Exercise instructions:
In your copy, include every entry exactly as written but no pictures.

Stored data

_ _ _ _ _ _ _

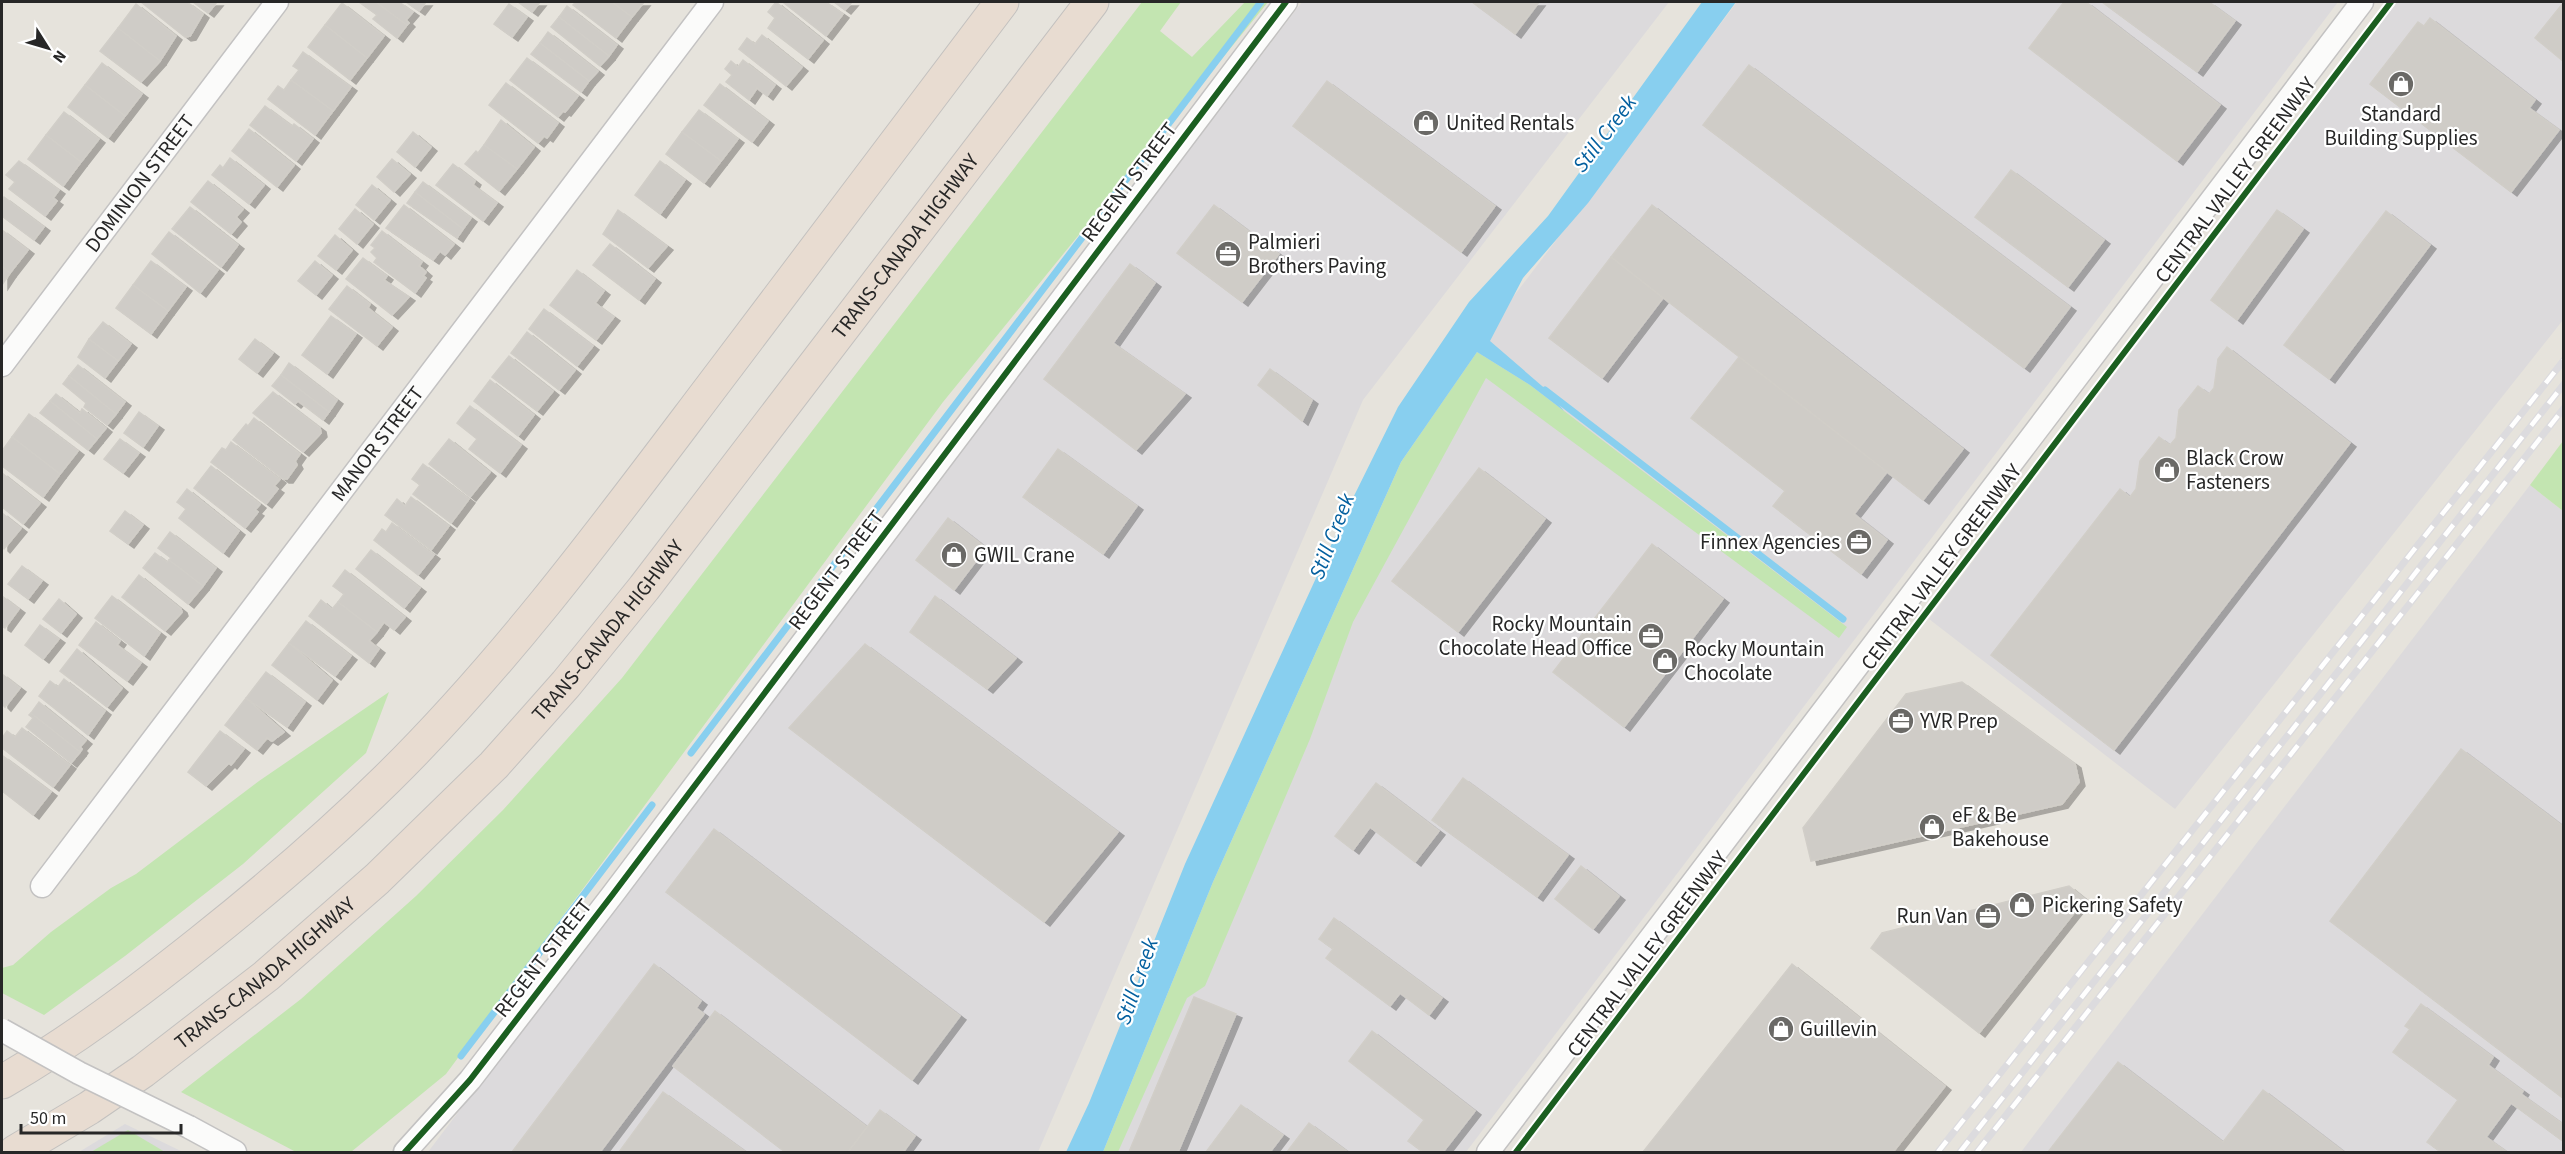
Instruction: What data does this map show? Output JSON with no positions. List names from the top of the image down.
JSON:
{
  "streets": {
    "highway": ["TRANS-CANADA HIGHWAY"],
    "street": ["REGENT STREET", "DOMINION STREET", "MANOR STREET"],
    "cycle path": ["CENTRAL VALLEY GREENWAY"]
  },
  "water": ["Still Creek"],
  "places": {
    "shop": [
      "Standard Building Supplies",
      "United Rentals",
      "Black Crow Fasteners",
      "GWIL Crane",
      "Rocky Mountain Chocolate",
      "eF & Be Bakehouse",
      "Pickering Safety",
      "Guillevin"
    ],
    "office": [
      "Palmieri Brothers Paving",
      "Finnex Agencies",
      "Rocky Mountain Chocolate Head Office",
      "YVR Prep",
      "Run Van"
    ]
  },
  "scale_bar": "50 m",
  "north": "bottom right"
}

_ _ _ _ _ _ _

Task output:
Instruction: What data does this map show? Output JSON with no positions. List names from the top of the image down.
JSON:
{
  "streets": {
    "highway": ["TRANS-CANADA HIGHWAY"],
    "street": ["REGENT STREET", "DOMINION STREET", "MANOR STREET"],
    "cycle path": ["CENTRAL VALLEY GREENWAY"]
  },
  "water": ["Still Creek"],
  "places": {
    "shop": [
      "Standard Building Supplies",
      "United Rentals",
      "Black Crow Fasteners",
      "GWIL Crane",
      "Rocky Mountain Chocolate",
      "eF & Be Bakehouse",
      "Pickering Safety",
      "Guillevin"
    ],
    "office": [
      "Palmieri Brothers Paving",
      "Finnex Agencies",
      "Rocky Mountain Chocolate Head Office",
      "YVR Prep",
      "Run Van"
    ]
  },
  "scale_bar": "50 m",
  "north": "bottom right"
}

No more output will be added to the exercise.